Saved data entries
# # # # #
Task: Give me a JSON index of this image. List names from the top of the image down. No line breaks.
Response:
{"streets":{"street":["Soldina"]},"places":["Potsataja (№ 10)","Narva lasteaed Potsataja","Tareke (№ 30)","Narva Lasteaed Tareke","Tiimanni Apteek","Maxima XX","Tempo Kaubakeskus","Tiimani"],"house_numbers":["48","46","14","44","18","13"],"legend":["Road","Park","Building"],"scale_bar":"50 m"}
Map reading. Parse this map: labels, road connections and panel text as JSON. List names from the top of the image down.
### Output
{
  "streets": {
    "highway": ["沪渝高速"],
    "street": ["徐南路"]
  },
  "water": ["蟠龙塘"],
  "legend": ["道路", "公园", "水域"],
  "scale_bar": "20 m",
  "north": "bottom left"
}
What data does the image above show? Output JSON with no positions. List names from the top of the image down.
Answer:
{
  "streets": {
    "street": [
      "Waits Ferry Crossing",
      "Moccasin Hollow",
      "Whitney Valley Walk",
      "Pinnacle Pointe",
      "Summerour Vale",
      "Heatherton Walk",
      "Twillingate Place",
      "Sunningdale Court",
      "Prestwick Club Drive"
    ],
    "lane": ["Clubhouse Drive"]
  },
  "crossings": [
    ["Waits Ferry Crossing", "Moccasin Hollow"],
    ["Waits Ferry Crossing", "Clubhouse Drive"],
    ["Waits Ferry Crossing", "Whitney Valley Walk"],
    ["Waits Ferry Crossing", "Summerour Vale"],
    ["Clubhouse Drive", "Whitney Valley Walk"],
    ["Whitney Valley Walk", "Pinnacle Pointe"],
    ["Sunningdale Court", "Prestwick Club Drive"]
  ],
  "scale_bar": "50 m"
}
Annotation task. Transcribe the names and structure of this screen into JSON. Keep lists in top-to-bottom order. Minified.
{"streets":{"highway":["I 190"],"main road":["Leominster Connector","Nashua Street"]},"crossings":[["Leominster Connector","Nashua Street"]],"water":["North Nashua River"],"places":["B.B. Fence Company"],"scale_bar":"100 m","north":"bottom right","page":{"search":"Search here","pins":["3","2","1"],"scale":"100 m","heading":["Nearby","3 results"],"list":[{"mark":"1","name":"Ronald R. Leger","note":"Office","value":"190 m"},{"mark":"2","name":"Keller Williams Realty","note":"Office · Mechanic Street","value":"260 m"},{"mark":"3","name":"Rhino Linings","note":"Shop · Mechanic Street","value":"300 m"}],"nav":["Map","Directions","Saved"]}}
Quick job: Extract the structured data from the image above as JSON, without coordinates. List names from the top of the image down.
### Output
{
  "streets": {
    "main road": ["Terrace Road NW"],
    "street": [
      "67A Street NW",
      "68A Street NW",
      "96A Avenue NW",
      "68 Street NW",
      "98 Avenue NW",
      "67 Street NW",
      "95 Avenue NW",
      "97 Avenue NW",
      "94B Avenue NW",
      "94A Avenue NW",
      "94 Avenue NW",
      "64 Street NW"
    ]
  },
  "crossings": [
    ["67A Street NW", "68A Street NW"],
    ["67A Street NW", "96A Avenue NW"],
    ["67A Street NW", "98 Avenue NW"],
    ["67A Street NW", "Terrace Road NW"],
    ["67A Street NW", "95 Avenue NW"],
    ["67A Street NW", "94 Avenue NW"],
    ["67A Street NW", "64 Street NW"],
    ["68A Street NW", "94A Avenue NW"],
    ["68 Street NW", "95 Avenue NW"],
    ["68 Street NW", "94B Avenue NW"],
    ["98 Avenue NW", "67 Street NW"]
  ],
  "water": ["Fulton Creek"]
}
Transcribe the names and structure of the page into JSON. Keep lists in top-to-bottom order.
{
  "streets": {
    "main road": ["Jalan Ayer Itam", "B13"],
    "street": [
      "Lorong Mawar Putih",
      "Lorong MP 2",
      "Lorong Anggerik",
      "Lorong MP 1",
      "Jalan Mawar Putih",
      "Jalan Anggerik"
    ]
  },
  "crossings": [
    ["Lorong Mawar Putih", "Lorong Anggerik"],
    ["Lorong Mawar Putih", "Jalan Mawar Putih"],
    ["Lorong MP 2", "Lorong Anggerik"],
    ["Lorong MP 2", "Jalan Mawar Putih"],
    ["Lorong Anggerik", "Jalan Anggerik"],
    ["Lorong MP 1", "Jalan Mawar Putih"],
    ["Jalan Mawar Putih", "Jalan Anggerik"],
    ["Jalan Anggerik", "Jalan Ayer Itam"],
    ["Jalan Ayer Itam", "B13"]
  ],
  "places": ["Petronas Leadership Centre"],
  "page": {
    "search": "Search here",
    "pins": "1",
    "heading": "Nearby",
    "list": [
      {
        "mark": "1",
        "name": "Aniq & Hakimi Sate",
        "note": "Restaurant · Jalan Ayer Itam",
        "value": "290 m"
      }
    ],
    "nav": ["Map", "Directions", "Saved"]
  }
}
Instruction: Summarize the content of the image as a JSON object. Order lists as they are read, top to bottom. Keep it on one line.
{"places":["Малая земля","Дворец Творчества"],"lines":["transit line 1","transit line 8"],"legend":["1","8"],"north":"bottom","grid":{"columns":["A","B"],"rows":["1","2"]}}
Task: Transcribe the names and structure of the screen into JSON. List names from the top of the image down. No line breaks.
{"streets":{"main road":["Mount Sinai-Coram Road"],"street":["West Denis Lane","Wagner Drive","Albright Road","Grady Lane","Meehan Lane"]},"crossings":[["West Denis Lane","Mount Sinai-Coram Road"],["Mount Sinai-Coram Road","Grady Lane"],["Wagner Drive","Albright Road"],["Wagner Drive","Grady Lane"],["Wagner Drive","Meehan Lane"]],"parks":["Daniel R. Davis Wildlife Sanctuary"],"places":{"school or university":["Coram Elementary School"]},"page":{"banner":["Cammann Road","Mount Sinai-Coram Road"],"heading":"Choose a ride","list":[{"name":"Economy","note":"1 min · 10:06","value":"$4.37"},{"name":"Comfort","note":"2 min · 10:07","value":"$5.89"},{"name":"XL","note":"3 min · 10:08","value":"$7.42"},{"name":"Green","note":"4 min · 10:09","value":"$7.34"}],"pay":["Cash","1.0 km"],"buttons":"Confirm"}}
# # # # #
• [What needs to be done] Copy each entry exactly.

• [Answer to the problem]
Task: Give me a JSON index of this image. List names from the top of the image down. No line breaks.
Response:
{"streets":{"street":["Soldina"]},"places":["Potsataja (№ 10)","Narva lasteaed Potsataja","Tareke (№ 30)","Narva Lasteaed Tareke","Tiimanni Apteek","Maxima XX","Tempo Kaubakeskus","Tiimani"],"house_numbers":["48","46","14","44","18","13"],"legend":["Road","Park","Building"],"scale_bar":"50 m"}
Map reading. Parse this map: labels, road connections and panel text as JSON. List names from the top of the image down.
### Output
{
  "streets": {
    "highway": ["沪渝高速"],
    "street": ["徐南路"]
  },
  "water": ["蟠龙塘"],
  "legend": ["道路", "公园", "水域"],
  "scale_bar": "20 m",
  "north": "bottom left"
}
What data does the image above show? Output JSON with no positions. List names from the top of the image down.
Answer:
{
  "streets": {
    "street": [
      "Waits Ferry Crossing",
      "Moccasin Hollow",
      "Whitney Valley Walk",
      "Pinnacle Pointe",
      "Summerour Vale",
      "Heatherton Walk",
      "Twillingate Place",
      "Sunningdale Court",
      "Prestwick Club Drive"
    ],
    "lane": ["Clubhouse Drive"]
  },
  "crossings": [
    ["Waits Ferry Crossing", "Moccasin Hollow"],
    ["Waits Ferry Crossing", "Clubhouse Drive"],
    ["Waits Ferry Crossing", "Whitney Valley Walk"],
    ["Waits Ferry Crossing", "Summerour Vale"],
    ["Clubhouse Drive", "Whitney Valley Walk"],
    ["Whitney Valley Walk", "Pinnacle Pointe"],
    ["Sunningdale Court", "Prestwick Club Drive"]
  ],
  "scale_bar": "50 m"
}
Annotation task. Transcribe the names and structure of this screen into JSON. Keep lists in top-to-bottom order. Minified.
{"streets":{"highway":["I 190"],"main road":["Leominster Connector","Nashua Street"]},"crossings":[["Leominster Connector","Nashua Street"]],"water":["North Nashua River"],"places":["B.B. Fence Company"],"scale_bar":"100 m","north":"bottom right","page":{"search":"Search here","pins":["3","2","1"],"scale":"100 m","heading":["Nearby","3 results"],"list":[{"mark":"1","name":"Ronald R. Leger","note":"Office","value":"190 m"},{"mark":"2","name":"Keller Williams Realty","note":"Office · Mechanic Street","value":"260 m"},{"mark":"3","name":"Rhino Linings","note":"Shop · Mechanic Street","value":"300 m"}],"nav":["Map","Directions","Saved"]}}
Quick job: Extract the structured data from the image above as JSON, without coordinates. List names from the top of the image down.
### Output
{
  "streets": {
    "main road": ["Terrace Road NW"],
    "street": [
      "67A Street NW",
      "68A Street NW",
      "96A Avenue NW",
      "68 Street NW",
      "98 Avenue NW",
      "67 Street NW",
      "95 Avenue NW",
      "97 Avenue NW",
      "94B Avenue NW",
      "94A Avenue NW",
      "94 Avenue NW",
      "64 Street NW"
    ]
  },
  "crossings": [
    ["67A Street NW", "68A Street NW"],
    ["67A Street NW", "96A Avenue NW"],
    ["67A Street NW", "98 Avenue NW"],
    ["67A Street NW", "Terrace Road NW"],
    ["67A Street NW", "95 Avenue NW"],
    ["67A Street NW", "94 Avenue NW"],
    ["67A Street NW", "64 Street NW"],
    ["68A Street NW", "94A Avenue NW"],
    ["68 Street NW", "95 Avenue NW"],
    ["68 Street NW", "94B Avenue NW"],
    ["98 Avenue NW", "67 Street NW"]
  ],
  "water": ["Fulton Creek"]
}
Transcribe the names and structure of the page into JSON. Keep lists in top-to-bottom order.
{
  "streets": {
    "main road": ["Jalan Ayer Itam", "B13"],
    "street": [
      "Lorong Mawar Putih",
      "Lorong MP 2",
      "Lorong Anggerik",
      "Lorong MP 1",
      "Jalan Mawar Putih",
      "Jalan Anggerik"
    ]
  },
  "crossings": [
    ["Lorong Mawar Putih", "Lorong Anggerik"],
    ["Lorong Mawar Putih", "Jalan Mawar Putih"],
    ["Lorong MP 2", "Lorong Anggerik"],
    ["Lorong MP 2", "Jalan Mawar Putih"],
    ["Lorong Anggerik", "Jalan Anggerik"],
    ["Lorong MP 1", "Jalan Mawar Putih"],
    ["Jalan Mawar Putih", "Jalan Anggerik"],
    ["Jalan Anggerik", "Jalan Ayer Itam"],
    ["Jalan Ayer Itam", "B13"]
  ],
  "places": ["Petronas Leadership Centre"],
  "page": {
    "search": "Search here",
    "pins": "1",
    "heading": "Nearby",
    "list": [
      {
        "mark": "1",
        "name": "Aniq & Hakimi Sate",
        "note": "Restaurant · Jalan Ayer Itam",
        "value": "290 m"
      }
    ],
    "nav": ["Map", "Directions", "Saved"]
  }
}
Instruction: Summarize the content of the image as a JSON object. Order lists as they are read, top to bottom. Keep it on one line.
{"places":["Малая земля","Дворец Творчества"],"lines":["transit line 1","transit line 8"],"legend":["1","8"],"north":"bottom","grid":{"columns":["A","B"],"rows":["1","2"]}}
Task: Transcribe the names and structure of the screen into JSON. List names from the top of the image down. No line breaks.
{"streets":{"main road":["Mount Sinai-Coram Road"],"street":["West Denis Lane","Wagner Drive","Albright Road","Grady Lane","Meehan Lane"]},"crossings":[["West Denis Lane","Mount Sinai-Coram Road"],["Mount Sinai-Coram Road","Grady Lane"],["Wagner Drive","Albright Road"],["Wagner Drive","Grady Lane"],["Wagner Drive","Meehan Lane"]],"parks":["Daniel R. Davis Wildlife Sanctuary"],"places":{"school or university":["Coram Elementary School"]},"page":{"banner":["Cammann Road","Mount Sinai-Coram Road"],"heading":"Choose a ride","list":[{"name":"Economy","note":"1 min · 10:06","value":"$4.37"},{"name":"Comfort","note":"2 min · 10:07","value":"$5.89"},{"name":"XL","note":"3 min · 10:08","value":"$7.42"},{"name":"Green","note":"4 min · 10:09","value":"$7.34"}],"pay":["Cash","1.0 km"],"buttons":"Confirm"}}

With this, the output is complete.